An illustrative example

Figure 3 illustrates the complete SAMMNet workflow applied to a sample chemical reaction (Fig. 3a), where the reactant and product molecules are represented as input graphs. The process begins with the computation of a similarity matrix (Fig. 3b) that evaluates potential atom matches based on structural and feature-based similarities between the reactant and product graphs. This matrix is refined through Sinkhorn normalization to produce a soft matching matrix (Fig. 3c), which probabilistically aligns atoms between the two molecular graphs.

To further enhance mapping accuracy, SAMMNet identifies equivalent atoms within the molecular graphs (Fig. 3d). By recognizing and grouping symmetrically equivalent atoms, this step resolves ambiguities that arise in mapping, especially for molecules with symmetric structures. Importantly, structural consistency is maintained through considerations for minimum edits. For instance, if atom 4 in the product is mapped to atom 7 in the reactant, then atom 5 in the product must align with atom 8 rather than atom 17 to preserve the molecular structure.

Finally, SAMMNet generates the predicted atom mappings (Fig. 3e), showcasing accurate and consistent correspondences between reactant and product atoms.

Experiments

Dataset

The atom mapping data used in this study is based on the USPTO-50 K dataset, originally derived by Lowe through data mining of reactions from United States Patent and Trademark Office (USPTO) patents [19]. Schneider et al. [40] refined and filtered these reactions to yield approximately 50,000 atom-mapped examples. Detailed reaction statistics and preprocessing steps are provided in Appendix 1.

During preprocessing, we removed reactions with duplicate products. Additionally, many reactions exhibit an imbalance in atom counts between reactants and products due to missing reagents, solvents, or catalysts in the product graph. To address this, we zero-padded the smaller graph (typically the product) to match the size of the corresponding reactant graph.

To ensure a robust evaluation, we randomly split the USPTO-50 K dataset into training, validation, and test sets with an 8:1:1 ratio. The validation set is used during training for model selection and early stopping. This splitting was repeated five times to account for potential data distribution variance.

To assess the model’s robustness and generalization capabilities, we also tested it on the Golden dataset, which includes 1,851 curated reaction examples. For this benchmark, the model was trained solely on the USPTO-50 K training set and evaluated on the Golden dataset.
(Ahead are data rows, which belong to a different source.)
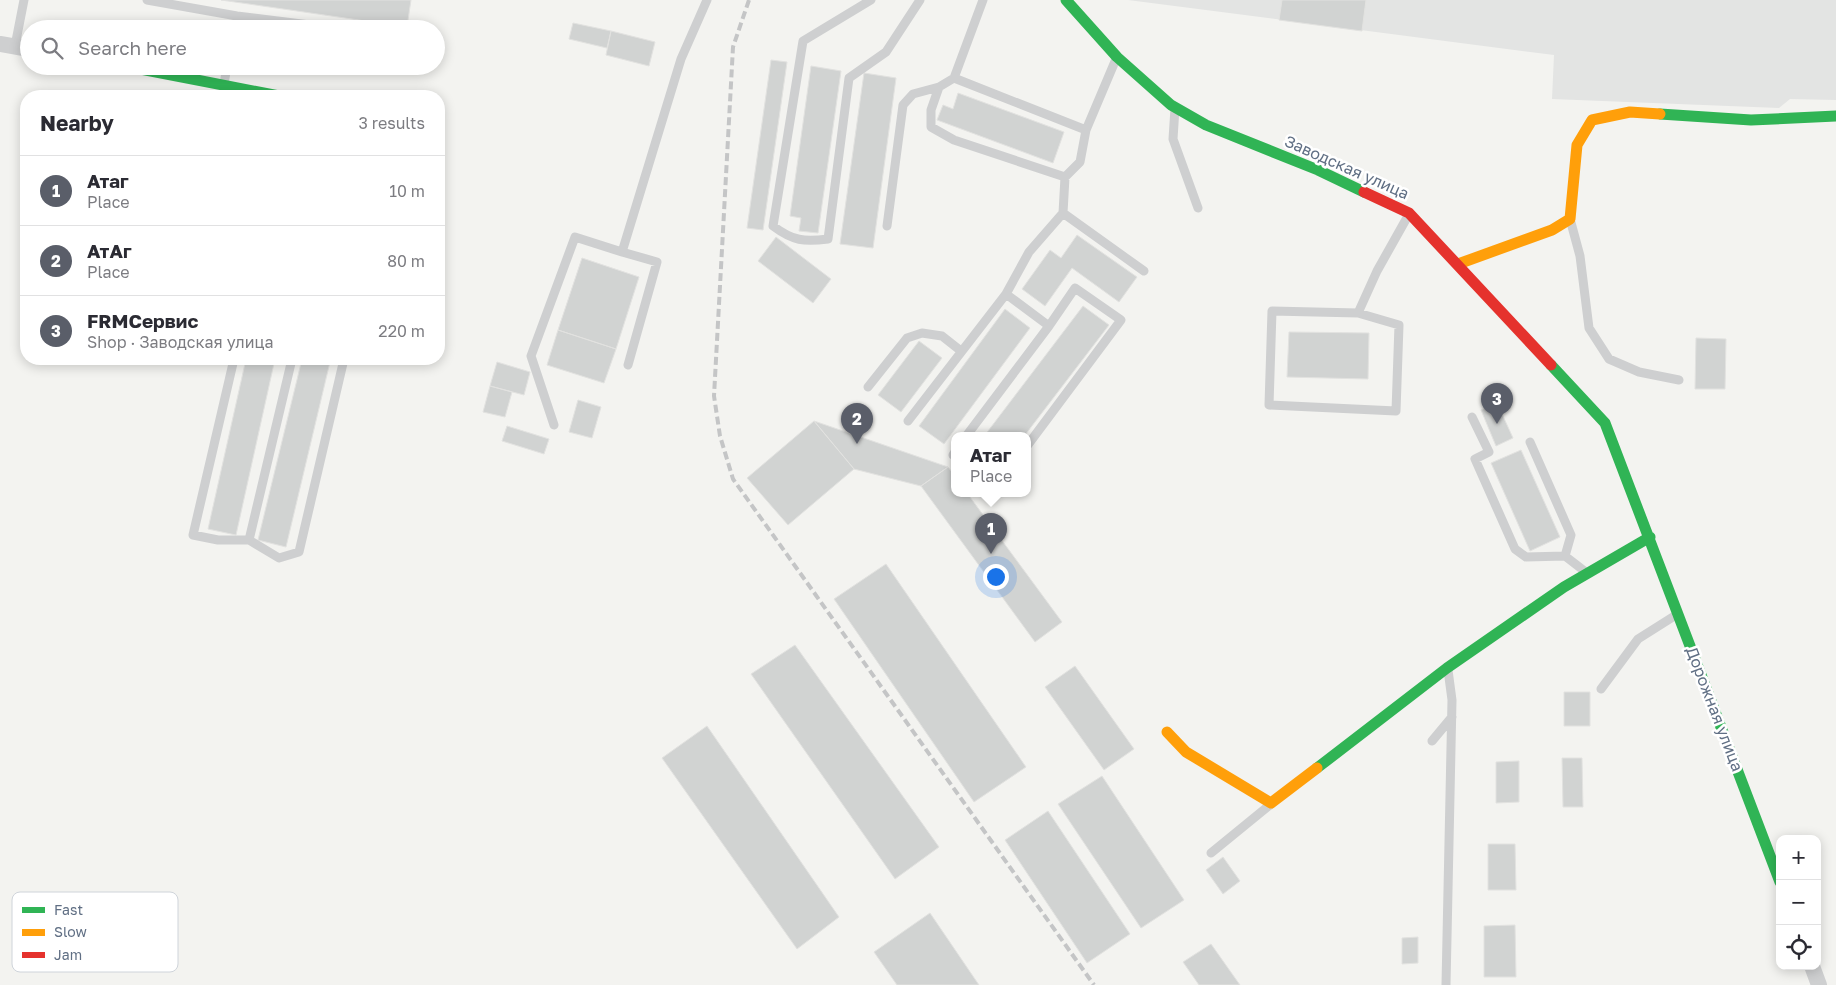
<!DOCTYPE html>
<html lang="en">
<head>
<meta charset="utf-8">
<style>
  body { margin:0; font-family:"Golos Text",sans-serif; background:#f7f7f7; color:#2b2b33 }
  .controls { position:absolute; right:15px; bottom:15px; display:grid; overflow:hidden; border-radius:10px; box-shadow:0 2px 12px #0003 }
  .controls button { width:45px; height:45px; display:grid; place-items:center; padding:0; border:0; border-bottom:1px solid #e1e1e2; background:#fff; color:#2b2b33; font:25px sans-serif }
  .you { position:absolute; left:995px; top:576px; width:18px; height:18px; margin:-12px; border:4px solid #fff; border-radius:50%; background:#1a73e8; box-shadow:0 0 0 8px #1a73e833 }
  .badge { display:grid; place-items:center; width:32px; height:32px; border-radius:50%; background:#5a5e69; color:#fff; font-size:16px; font-weight:700 }
  .pin { position:absolute; translate:-50% -41px; filter:drop-shadow(0 1px 2px #0008) }
  .pin::after { content:''; position:absolute; top:26px; width:18px; height:15px; background:inherit; clip-path:polygon(0 0,100% 0,50% 100%) }
  .popup { position:absolute; left:951px; top:432px; width:80px; height:65px; box-sizing:border-box; display:grid; place-content:center; border-radius:10px; background:#fff; filter:drop-shadow(0 1px 4px #0005); font-size:16px; white-space:nowrap; color:#7c7c81 }
  .popup b { font-size:19px; color:#2b2b33 }
  .popup::after { content:''; position:absolute; left:50%; top:100%; margin-left:-10px; border:10px solid transparent; border-top-color:#fff }
  .list { margin:0; padding:0; list-style:none }
  h2 { display:flex; justify-content:space-between; align-items:center; height:65px; margin:0; padding:0 20px; font-size:21px }
  h2 small { font-size:16px; font-weight:400; color:#7c7c81 }
  .list li { display:grid; grid-template-columns:32px 1fr auto; gap:15px; align-items:center; box-sizing:border-box; height:70px; padding:0 20px; border-top:1px solid #e1e1e2 }
  .list b { display:block; font-size:19px; white-space:nowrap }
  .list p { margin:0; font-size:16px; white-space:nowrap; color:#7c7c81 }
  .list em { font-size:16px; font-style:normal; color:#7c7c81 }
  .icon { flex:none; width:28px; height:28px; fill:none; stroke:currentColor; stroke-width:2; stroke-linecap:round; stroke-linejoin:round }
  .map { position:relative; flex:none; width:1836px; height:985px; overflow:hidden }
  .search { position:absolute; background:#fff; box-shadow:0 2px 12px #0003; left:20px; top:20px; width:425px; height:55px; display:flex; align-items:center; gap:12px; box-sizing:border-box; padding:0 18px; border-radius:28px; color:#7c7c81; font-size:19px }
  .panel { position:absolute; background:#fff; box-shadow:0 2px 12px #0003; left:20px; top:90px; width:425px; height:275px; border-radius:20px }
  .map>svg:first-child { display:block }
</style>
</head>
<body>
<div class="map">
<svg width="1836" height="985" viewBox="0 0 1836 985">
  <rect width="100%" height="100%" fill="#f3f3f0"/>
  <path fill="#e3e4e3" d="M 1128,0 L 1836,0 L 1836,100 L 1790,99 L 1779,108 L 1552,99 L 1554,55 Z"/>
  <path fill="#d1d3d2" stroke="#e2e2e0" d="M 221,0 L 411,0 L 407,27 Z
    M 1282,0 L 1366,0 L 1362,31 L 1279,20 Z
    M 573,23 L 611,31 L 607,48 L 569,39 Z
    M 611,31 L 655,42 L 649,66 L 606,55 Z
    M 771,60 L 787,62 L 763,230 L 747,228 Z
    M 811,66 L 841,71 L 818,233 L 799,231 L 801,218 L 790,216 Z
    M 864,73 L 896,78 L 873,248 L 840,244 Z
    M 958,93 L 1064,132 L 1053,163 L 937,120 L 943,105 L 953,109 Z
    M 1077,235 L 1137,277 L 1119,302 L 1072,268 L 1045,306 L 1022,289 L 1050,250 L 1061,258 Z
    M 776,237 L 831,279 L 813,303 L 758,261 Z
    M 582,258 L 639,277 L 616,349 L 558,330 Z
    M 1083,306 L 1109,325 L 1025,435 L 985,435 Z
    M 1005,309 L 1030,328 L 944,444 L 919,426 Z
    M 558,330 L 616,349 L 604,383 L 547,365 Z
    M 1289,332 L 1369,333 L 1368,379 L 1287,377 Z
    M 1696,338 L 1726,339 L 1725,389 L 1695,389 Z
    M 919,341 L 942,358 L 901,412 L 878,395 Z
    M 246,359 L 275,359 L 236,535 L 208,529 Z
    M 302,359 L 330,362 L 286,547 L 258,540 Z
    M 497,362 L 530,372 L 524,395 L 490,386 Z
    M 490,386 L 512,392 L 505,417 L 483,412 Z
    M 578,400 L 601,407 L 592,438 L 569,432 Z
    M 1497,403 L 1513,438 L 1496,446 L 1481,410 Z
    M 814,421 L 948,467 L 921,486 L 854,469 Z
    M 814,421 L 854,469 L 788,525 L 747,478 Z
    M 507,426 L 549,439 L 544,454 L 502,441 Z
    M 1521,450 L 1560,537 L 1530,551 L 1491,463 Z
    M 948,467 L 955,476 L 955,493 L 967,493 L 1062,622 L 1035,642 L 921,486 Z
    M 886,564 L 1026,767 L 974,802 L 834,599 Z
    M 795,645 L 939,847 L 895,879 L 751,674 Z
    M 1075,666 L 1134,749 L 1104,770 L 1045,687 Z
    M 1564,692 L 1590,692 L 1590,726 L 1564,726 Z
    M 707,726 L 839,917 L 797,949 L 662,758 Z
    M 1562,758 L 1582,758 L 1583,807 L 1563,807 Z
    M 1519,761 L 1519,802 L 1496,803 L 1496,762 Z
    M 1102,776 L 1184,900 L 1141,928 L 1058,804 Z
    M 1048,811 L 1130,934 L 1087,963 L 1005,840 Z
    M 1488,844 L 1515,844 L 1516,890 L 1488,890 Z
    M 1223,857 L 1240,881 L 1223,894 L 1206,870 Z
    M 930,913 L 979,985 L 897,985 L 874,952 Z
    M 1515,925 L 1516,977 L 1484,977 L 1484,926 Z
    M 1418,937 L 1418,963 L 1402,964 L 1402,938 Z
    M 1211,944 L 1240,985 L 1199,985 L 1183,962 Z"/>
  <g fill="none" stroke-linecap="round" stroke-linejoin="round">
    <path stroke="#cecfd0" stroke-width="9" d="M 147,0 L 237,16 L 342,29
      M 871,0 L 803,41 L 773,226 C 793,241 804,242 828,239 L 849,78 L 886,52 L 920,0
      M 235,29 L 237,16
      M 15,46 L 24,0
      M 224,84 L 227,66
      M 939,87 L 931,110 L 931,127 L 954,140 L 1065,177 L 1080,162 L 1086,130 L 954,78
      M 1175,108 L 1173,139 L 1198,208
      M 1086,130 L 1116,59
      M 1063,213 L 1144,271
      M 1570,219 L 1580,256 L 1589,328 L 1609,359 L 1639,372 L 1679,380
      M 887,226 L 903,105 L 913,94 L 939,87 L 954,78 L 983,0
      M 1358,313 L 1399,325 L 1396,411 L 1269,405 L 1272,311 L 1358,313 L 1377,271 L 1409,214
      M 234,359 L 193,535 L 218,540 L 249,540 L 279,558 L 299,552 L 344,359
      M 628,365 L 657,262 L 622,252 L 681,59 L 707,0
      M 868,387 L 907,338 L 922,333 L 942,336 L 961,351
      M 1472,417 L 1489,452 L 1475,459 L 1515,549 L 1526,557 L 1565,556
      M 908,421 L 1006,294
      M 554,425 L 531,356 L 575,237 L 622,252
      M 967,435 L 1049,326
      M 1530,442 L 1571,535 L 1565,556 L 1587,573
      M 1027,446 L 1121,320 L 1075,288 L 1049,326 L 1006,294 L 1029,252 L 1063,213 L 1065,177
      M 953,455 L 955,452
      M 249,540 L 292,359
      M 1601,689 L 1638,639 L 1676,615
      M 1432,741 L 1452,717
      M 1211,853 L 1271,804
      M 1446,985 L 1452,700 L 1448,670"/>
    <path stroke="#cecfd0" stroke-width="16" d="M 0,44 L 29,49
      M 1812,966 L 1819,985"/>
    <path stroke="#30b455" stroke-width="11" d="M 1066,0 L 1117,57 L 1171,105 L 1206,125 L 1318,170 L 1364,192
      M 125,66 L 279,96
      M 1660,114 L 1751,120 L 1836,116
      M 1551,365 L 1605,423 L 1780,882
      M 1317,768 L 1447,668 L 1564,587 L 1650,537"/>
    <path stroke="#ff9f0a" stroke-width="11" d="M 1458,264 L 1552,230 L 1570,219 L 1577,145 L 1592,120 L 1630,112 L 1660,114
      M 1167,732 L 1186,752 L 1271,803 L 1317,768"/>
    <path stroke="#e5322d" stroke-width="11" d="M 1364,192 L 1409,213 L 1551,365"/>
    <path stroke="#c4c5c6" stroke-width="4" stroke-dasharray="8 4" stroke-linecap="butt" d="M 749,0 L 733,47 L 714,396 L 720,436 L 733,479 L 1094,985"/>
  </g>
  <g text-anchor="middle" stroke-width="5" stroke-linejoin="round" paint-order="stroke">
    <g font-size="16" fill="#606f84" stroke="#fff">
      <text transform="translate(1347 167) rotate(24)" y="6">Заводская улица</text>
      <text transform="translate(1715 709) rotate(69)" y="6">Дорожная улица</text>
    </g>
  </g>
  <rect x="12" y="892" width="166" height="80" rx="8" fill="#fff" stroke="#cfd4da" stroke-width="1"/>
  <rect x="22" y="907" width="23" height="6" fill="#30b455"/>
  <rect x="22" y="929" width="23" height="7" fill="#ff9f0a"/>
  <rect x="22" y="952" width="23" height="6" fill="#e5322d"/>
  <g font-size="14" fill="#606f84">
    <text x="54" y="915">Fast</text>
    <text x="54" y="937">Slow</text>
    <text x="54" y="960">Jam</text>
  </g>
</svg>
<div class="controls">
<button>+</button>
<button>−</button>
<button><svg class="icon" aria-label="locate" viewBox="0 0 24 24"><circle cx="12" cy="12" r="6"/><path d="M12 2v4M12 18v4M2 12h4M18 12h4"/></svg></button>
</div>
<div class="you"></div>
<div class="pin badge" style="left:991px;top:554px">1</div>
<div class="popup"><b>Атаг</b>Place</div>
<div class="pin badge" style="left:857px;top:444px">2</div>
<div class="pin badge" style="left:1497px;top:424px">3</div>
<div class="search"><svg class="icon" aria-label="search" viewBox="0 0 24 24"><circle cx="10" cy="10" r="6"/><path d="M15 15l6 6"/></svg>Search here</div>
<section class="panel">
<h2>Nearby<small>3 results</small></h2>
<ul class="list">
<li><span class="badge">1</span><div><b>Атаг</b><p>Place</p></div><em>10 m</em></li>
<li><span class="badge">2</span><div><b>АтАг</b><p>Place</p></div><em>80 m</em></li>
<li><span class="badge">3</span><div><b>FRMСервис</b><p>Shop · Заводская улица</p></div><em>220 m</em></li>
</ul>
</section>
</div>
</body>
</html>
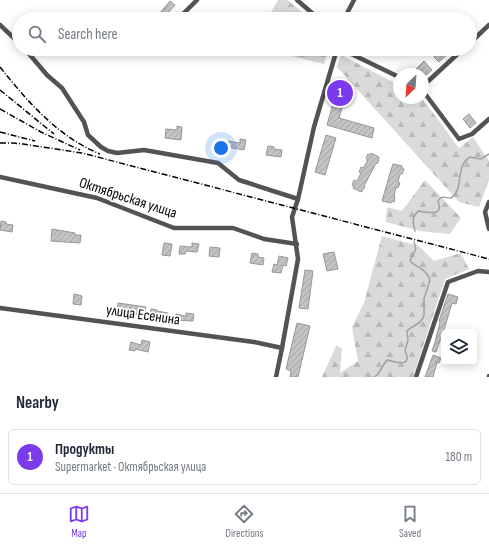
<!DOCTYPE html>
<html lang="en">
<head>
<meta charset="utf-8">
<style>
  :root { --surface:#fff; --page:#f2f2f3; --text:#1f2937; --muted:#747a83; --line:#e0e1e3; --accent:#7c3aed }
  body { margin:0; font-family:"Sofia Sans Condensed",sans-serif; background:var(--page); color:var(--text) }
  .controls { position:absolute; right:12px; bottom:12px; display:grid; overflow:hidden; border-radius:6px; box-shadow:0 2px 10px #0003 }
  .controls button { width:36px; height:36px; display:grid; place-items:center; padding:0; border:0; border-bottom:1px solid var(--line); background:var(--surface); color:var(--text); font:20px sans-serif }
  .compass { position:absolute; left:393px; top:68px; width:36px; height:36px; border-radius:50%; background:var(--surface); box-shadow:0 2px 10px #0003; rotate:205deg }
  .you { position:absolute; left:221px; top:148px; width:14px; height:14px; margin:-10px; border:3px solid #fff; border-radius:50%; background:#1a73e8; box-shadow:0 0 0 6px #1a73e833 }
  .badge { display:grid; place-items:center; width:26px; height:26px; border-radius:50%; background:var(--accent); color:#fff; font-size:13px; font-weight:700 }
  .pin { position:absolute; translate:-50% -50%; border:2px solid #fff; box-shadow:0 1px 4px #0006 }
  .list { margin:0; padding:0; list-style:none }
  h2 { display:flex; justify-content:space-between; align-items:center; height:52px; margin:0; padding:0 16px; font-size:17px }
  h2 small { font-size:13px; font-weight:400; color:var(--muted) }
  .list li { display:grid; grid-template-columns:26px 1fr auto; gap:12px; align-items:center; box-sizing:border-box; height:56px; margin:0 8px 8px; padding:0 8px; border:1px solid var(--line); border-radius:6px }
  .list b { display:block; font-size:15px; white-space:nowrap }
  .list p { margin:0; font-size:13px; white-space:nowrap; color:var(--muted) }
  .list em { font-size:13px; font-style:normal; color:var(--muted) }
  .icon { flex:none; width:22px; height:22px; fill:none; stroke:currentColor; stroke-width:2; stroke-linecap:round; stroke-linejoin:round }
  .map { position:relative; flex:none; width:489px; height:377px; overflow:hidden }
  .search { position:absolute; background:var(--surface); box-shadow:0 2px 10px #0003; left:12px; right:12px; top:12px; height:44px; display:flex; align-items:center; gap:10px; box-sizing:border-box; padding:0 14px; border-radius:22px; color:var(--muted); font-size:15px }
  .sheet { height:116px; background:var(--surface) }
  nav { display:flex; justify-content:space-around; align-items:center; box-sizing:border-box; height:56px; border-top:1px solid var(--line); background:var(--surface); font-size:11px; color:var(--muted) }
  nav a { display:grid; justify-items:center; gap:2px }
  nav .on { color:var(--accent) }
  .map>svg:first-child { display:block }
  .forest { fill:url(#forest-firs) }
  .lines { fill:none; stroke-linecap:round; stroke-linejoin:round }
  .stream { stroke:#a1a1a1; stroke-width:1.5 }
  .building { fill:url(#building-hatch); stroke:#979797 }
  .minor { stroke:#535353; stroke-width:4.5 }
  .rail { stroke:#000; stroke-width:1.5; stroke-dasharray:6 2 1 2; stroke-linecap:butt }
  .labels { text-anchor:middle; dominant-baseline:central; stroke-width:3.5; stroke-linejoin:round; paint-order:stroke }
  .street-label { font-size:15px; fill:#000; stroke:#fff }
</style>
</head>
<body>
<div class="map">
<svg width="489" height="377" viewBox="0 0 489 377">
  <defs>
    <pattern id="forest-firs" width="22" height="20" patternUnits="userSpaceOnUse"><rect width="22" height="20" fill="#dadada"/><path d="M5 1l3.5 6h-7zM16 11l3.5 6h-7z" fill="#b9b9b9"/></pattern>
    <pattern id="building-hatch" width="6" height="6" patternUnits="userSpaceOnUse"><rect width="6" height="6" fill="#c3c3c3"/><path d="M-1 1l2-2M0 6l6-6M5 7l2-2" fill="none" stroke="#a6a6a6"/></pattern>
  </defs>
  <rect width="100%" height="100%" fill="#fff"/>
  <!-- forest -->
  <g class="forest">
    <path d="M278,0H287L311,19H267Z"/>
    <path d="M276,49H328L324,64L278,53Z"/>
    <path d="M341,55L399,85V98H422L459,148L473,137L489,161V180L479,207L459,202L337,67Z"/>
    <path d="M425,180L461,218L450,234L420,231L386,222L387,207L402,211Z"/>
    <path d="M382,236L419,246L434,261L461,253L469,269L445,279L413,377H322L336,346L342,348L340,373L358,361L352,327L364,303Z"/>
  </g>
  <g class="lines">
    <!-- stream -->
    <g class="stream">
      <path d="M415,231C413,223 411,216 419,211C429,213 444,216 438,201C440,195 446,198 451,198C465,189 454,167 470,157L481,159L489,154"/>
      <path d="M374,377L378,374L386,361L388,360C397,363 413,367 405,351L408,340L407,331L409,329L419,323L423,318L424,315V299L430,280C425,267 418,269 410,261C413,252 418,252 414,242"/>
    </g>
  </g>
  <!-- building -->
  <g class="building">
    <path d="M170,1L175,5L166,15L167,16L164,19H155Z"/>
    <path d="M443,49H453L439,62L434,57Z"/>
    <path d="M424,61L432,70L426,75L424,74H411Z"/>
    <path d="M335,86L342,88L346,94L339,118L374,128L372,138L327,125L336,93L333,92Z"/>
    <path d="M469,114L476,123L470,128L463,119Z"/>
    <path d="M177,126L182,127L181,140L165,138L166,129L177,130Z"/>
    <path d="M326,135L336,138L325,175L315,172Z"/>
    <path d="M240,139L246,140L244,150L227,147L228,141L240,143Z"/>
    <path d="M268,146L274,147V149L282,150L281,157L266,155Z"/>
    <path d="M371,153L379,157L378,160H379L377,164L376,163L364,186L365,187L361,192L353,188L354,186L352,185L354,180L356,181L358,179L361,173L359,172L361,167L363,168L367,162V159L366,158L368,154L370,155Z"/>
    <path d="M393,164L402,166V168L404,169L402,174H400L398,182L400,183L398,188L396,187L394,196L395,197L394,202L392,201L391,203L382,201L391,170Z"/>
    <path d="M1,221L6,222V224L13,225L12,232L0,230Z"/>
    <path d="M52,229L75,233V235H81L80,243L51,241Z"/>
    <path d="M164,243L172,244L170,256L162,255Z"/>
    <path d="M192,243L199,244L197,252L186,251L185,254H179L180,246L192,247Z"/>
    <path d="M210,247L220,248L219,257L209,256Z"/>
    <path d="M334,252L338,269L327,271L323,254Z"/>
    <path d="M252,253L258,254V257L264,258L263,265L250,263Z"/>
    <path d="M279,256L288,258L286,266L283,265L281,273L272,272L274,264L277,265Z"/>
    <path d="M305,270L313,271L308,309L299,308Z"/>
    <path d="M74,294L82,296L81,305L73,304Z"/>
    <path d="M448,294L458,297L456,304L452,303L444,330V338H441L436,352L432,351L435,342L440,322L439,321Z"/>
    <path d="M118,303L146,307L145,311H143L142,315L117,312Z"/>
    <path d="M151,309L157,310V311L168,313L167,320L160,319V318L150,316Z"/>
    <path d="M186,313L194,314L193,321L175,320L176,314L186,316Z"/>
    <path d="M297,323L310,326L298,377H290L291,371L286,369Z"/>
    <path d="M142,340L150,342L148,352L135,349V351L129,350L131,342L141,345Z"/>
    <path d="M433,355L441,358L439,363L437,362L433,377H425Z"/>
  </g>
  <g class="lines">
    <!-- minor -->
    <g class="minor">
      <path d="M297,0L319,19"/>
      <path d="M178,19L197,0"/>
      <path d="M344,19L354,0"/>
      <path d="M0,25L19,43"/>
      <path d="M470,43L489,25"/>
      <path d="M25,49L47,75L62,88L84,122L88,135L101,147L108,151L117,153L144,150L218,163L239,180L298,199"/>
      <path d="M341,49L399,77"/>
      <path d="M423,86L463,49"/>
      <path d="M423,91L459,139L472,134L489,119"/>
      <path d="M0,177L97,198L174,228H233L264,239L297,244"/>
      <path d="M489,202L485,212L489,229"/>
      <path d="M0,308L254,342L282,348"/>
      <path d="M276,377L282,348L298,259L292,217L298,199L314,127L337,49"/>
      <path d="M416,377L448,282L478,271L489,272"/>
      <path d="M489,377V376"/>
    </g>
    <!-- rail -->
    <g class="rail">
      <path d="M0,67C27,101 58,137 100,154"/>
      <path d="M0,90L54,134"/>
      <path d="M0,109L41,132L80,150"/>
      <path d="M0,132L35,141"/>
      <path d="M0,143H13L23,144L82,153L489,259"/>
    </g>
  </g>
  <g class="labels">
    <!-- street labels -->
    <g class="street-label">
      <text transform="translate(128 198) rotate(18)">Октябрьская улица</text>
      <text transform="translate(143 315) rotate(8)">улица Есенина</text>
    </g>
  </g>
</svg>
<div class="controls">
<button><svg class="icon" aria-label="layers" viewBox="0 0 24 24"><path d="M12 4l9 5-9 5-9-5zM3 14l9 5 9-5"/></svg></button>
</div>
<svg class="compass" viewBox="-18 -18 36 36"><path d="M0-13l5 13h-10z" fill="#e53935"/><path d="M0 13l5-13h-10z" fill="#747a83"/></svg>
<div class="you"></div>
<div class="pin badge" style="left:340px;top:93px">1</div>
<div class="search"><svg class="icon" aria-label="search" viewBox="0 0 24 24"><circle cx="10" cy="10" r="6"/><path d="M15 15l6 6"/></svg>Search here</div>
</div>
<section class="sheet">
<h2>Nearby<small></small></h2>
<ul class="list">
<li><span class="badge">1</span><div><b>Продукты</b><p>Supermarket · Октябрьская улица</p></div><em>180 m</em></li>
</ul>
</section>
<nav>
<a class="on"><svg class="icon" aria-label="map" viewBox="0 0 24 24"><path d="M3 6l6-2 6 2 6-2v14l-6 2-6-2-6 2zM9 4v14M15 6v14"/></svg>Map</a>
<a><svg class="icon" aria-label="directions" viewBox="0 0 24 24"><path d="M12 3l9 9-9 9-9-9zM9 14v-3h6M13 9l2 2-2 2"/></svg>Directions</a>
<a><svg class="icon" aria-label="saved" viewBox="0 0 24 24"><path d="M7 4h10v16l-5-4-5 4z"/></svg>Saved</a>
</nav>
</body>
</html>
Table 1 summarizes the data usage across all experiments.

Table 1.

Dataset splits used in this study

Dataset	Training	Validation	Testing
USPTO-50 K	40,328	4,836	4,836
Golden	–	–	1,851

Open in a new tab

To generate molecular graphs, we used a comprehensive range of atom and bond features. These features were computed using the RDKit open-source package and encoded as one-hot vectors, which were then concatenated to form a detailed representation of the molecular structure. This feature vector encapsulates intricate details about atoms and bonds, enabling the model to capture the complexities of the molecular structures. For a complete list of the atom features, please refer to the AMNet paper [14].

Evaluation

To evaluate each model’s effectiveness, we report both the average accuracy and the symmetry-aware accuracy of the predictions on the test dataset. The average atom mapping accuracy is calculated by averaging the accuracies of the predicted atom mappings for each reaction across the entire test set. Symmetry-aware accuracy is computed by first identifying topologically equivalent atoms, following a method similar to [14]. A predicted atom is considered correctly mapped if it belongs to the set of equivalent atoms and its neighbors align with the neighbors of these equivalent atoms.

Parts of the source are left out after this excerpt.